Edsko de Vries wrote a nice blog post to compare quickcheck-dynamic with quickcheck-state-machine, another library to write model-based tests on top of QuickCheck. This blog post introduces quickcheck-lockstep which provides lockstep-style testing on top of quickcheck-dynamic.

Lockstep-style testing is a special case of Model-Based Testing whereby what's tested at each execution step of a test sequence is the equivalence up to some observability function, of the return values expected by the Model and the one provided by the Implementation. In other words, if we consider each step in the state-machine as a transition that, given some input and a starting state, produces some output and possibly a new state, then lockstep-style testing checks equivalence of the output traces from the model and the implementation.

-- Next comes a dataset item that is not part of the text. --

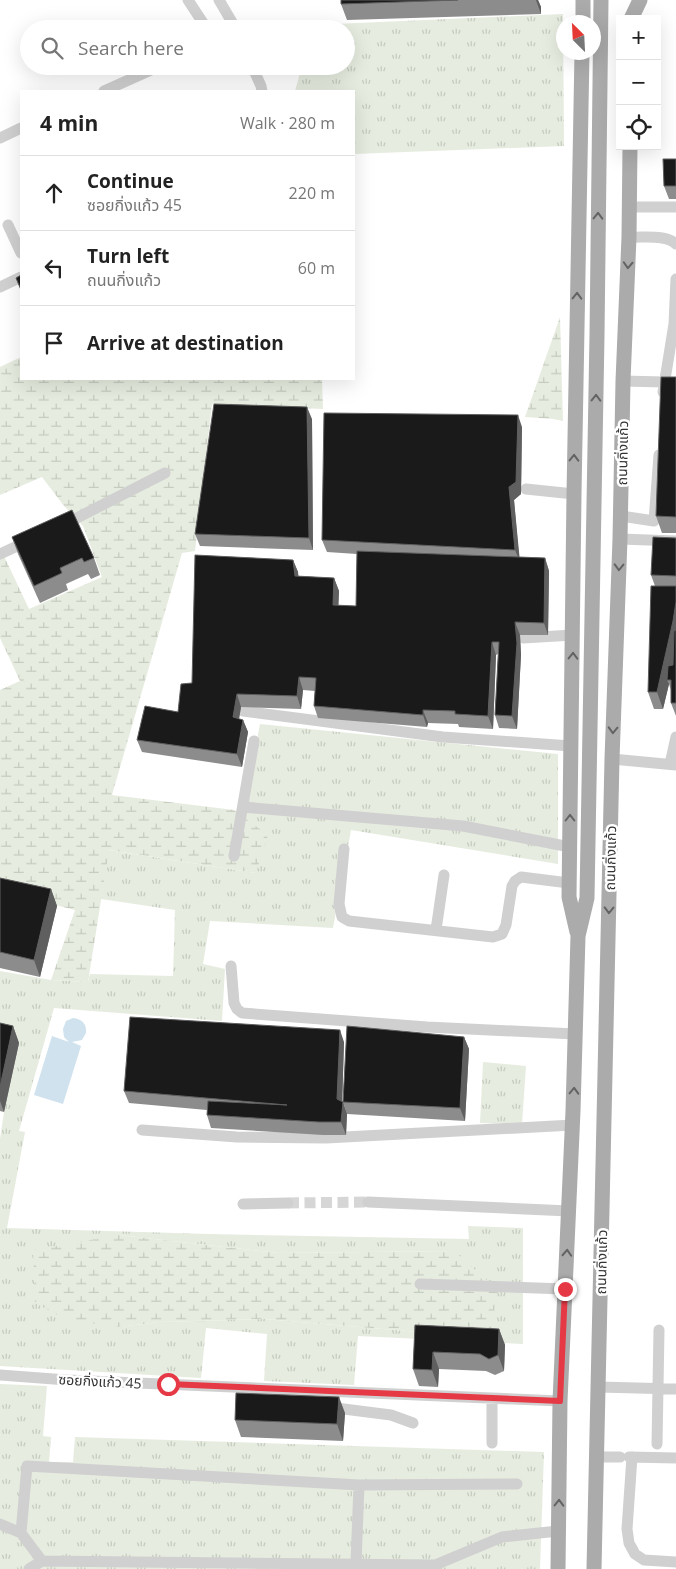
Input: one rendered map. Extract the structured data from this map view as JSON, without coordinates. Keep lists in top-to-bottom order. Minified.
{"streets":{"main road":["ถนนกิ่งแก้ว"],"street":["ซอยกิ่งแก้ว 45"]},"crossings":[["ถนนกิ่งแก้ว","ซอยกิ่งแก้ว 45"]],"north":"top left","page":{"map_buttons":["+","−"],"search":"Search here","heading":["4 min","Walk · 280 m"],"list":[["Continue","ซอยกิ่งแก้ว 45","220 m"],["Turn left","ถนนกิ่งแก้ว","60 m"],"Arrive at destination"]}}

The quickcheck-lockstep library provides generic implementations for most of the methods of the StateModel typeclass and dedicated type-classes to relate the Model and the Implementation.

Plutus Contracts

Within IOG, the quickcheck-dynamic testing approach was initially applied to provide a testing framework for Smart Contracts developers within the Plutus Application Backend. The Plutus documentation contains a detailed tutorial on how to model smart contracts and tests them using underlying Emulator.

While the Contract Model is a specialised library dedicated to Smart contracts modeling and testing, the underlying principles are similar:

Define a ContractModel with some state and actions representing the system behaviour,
Define a perform function that describes how the model's actions translate to real world calls to a Contract's endpoints,
then test the contracts implementation using properties written in the Dynamic Logic language provided by the framework.

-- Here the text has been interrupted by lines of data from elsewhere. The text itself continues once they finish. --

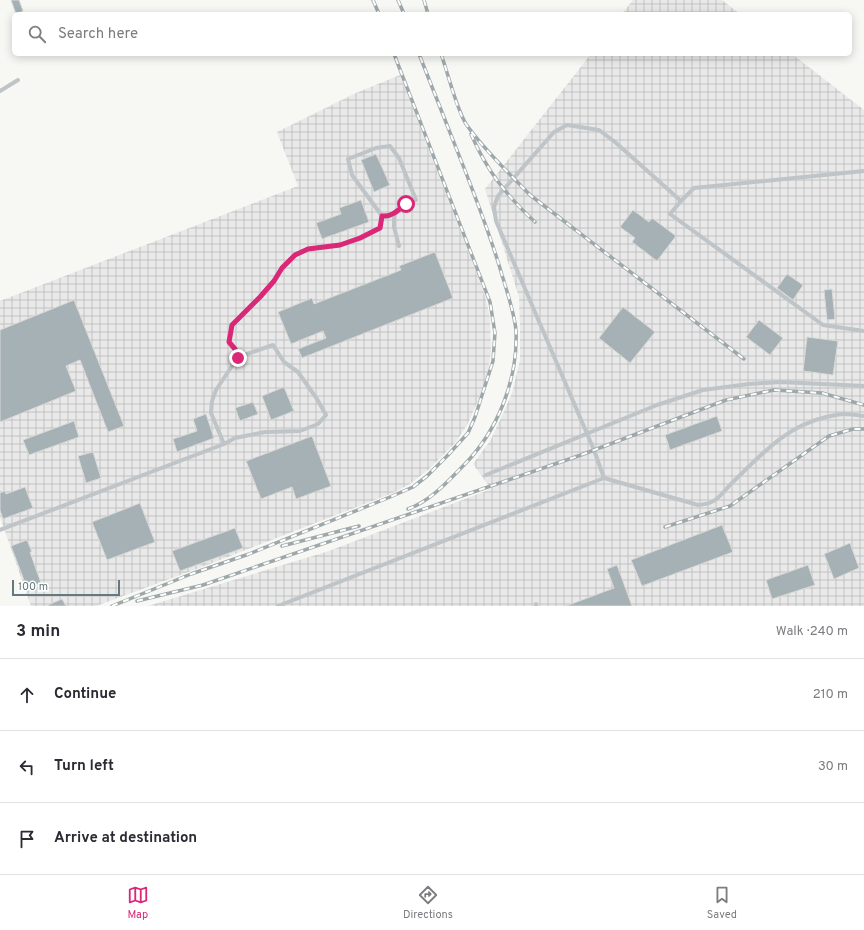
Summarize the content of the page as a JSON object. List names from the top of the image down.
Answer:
{
  "scale_bar": "100 m",
  "page": {
    "search": "Search here",
    "scale": "100 m",
    "heading": ["3 min", "Walk · 240 m"],
    "list": [
      ["Continue", "210 m"],
      ["Turn left", "30 m"],
      "Arrive at destination"
    ],
    "nav": ["Map", "Directions", "Saved"]
  }
}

On top of quickcheck-dynamic, the Contract Model provides machinery to simplify definition of a model in the case of Plutus smart contracts and running tests against a set of _Wallets. More importantly, it predefines critical properties that all Smart Contracts should validate, like the No Locked Funds or the more subtle Double Satisfaction property. Smart contracts are somewhat infamous for being subject to subtle coding errors leading into loopholes which attackers can abuse to steal currencies from innocent users, because of the intrisic complexity of programming in a highly distributed and asynchronous model.

The Model-Based Testing approach supported by quickcheck-dynamic gives developers the tools to explore the state space in a much more systematic way.

Hydra

Hydra is a so-called Layer 2 solution for Cardano that aims at increasing the throughput and latency of Cardano transactions by moving most of the traffic out of the main chain (Layer 1) and into smaller networks. The Hydra Head protocol is described in great details in a research paper.

At its core, Hydra is a state machine whose transitions are Layer 1 transactions, as depicted in the following picture:

Hydra State Machine

While the overall state machine appears relatively simple on the surface, the actual protocol is actually quite complex, involving cryptographic signatures and Plutus Smart Contracts to ensure the safety of the protocol. This safety is formally expressed in the paper as properties that are proven against an Adversary Environment whose capabilities are well-defined.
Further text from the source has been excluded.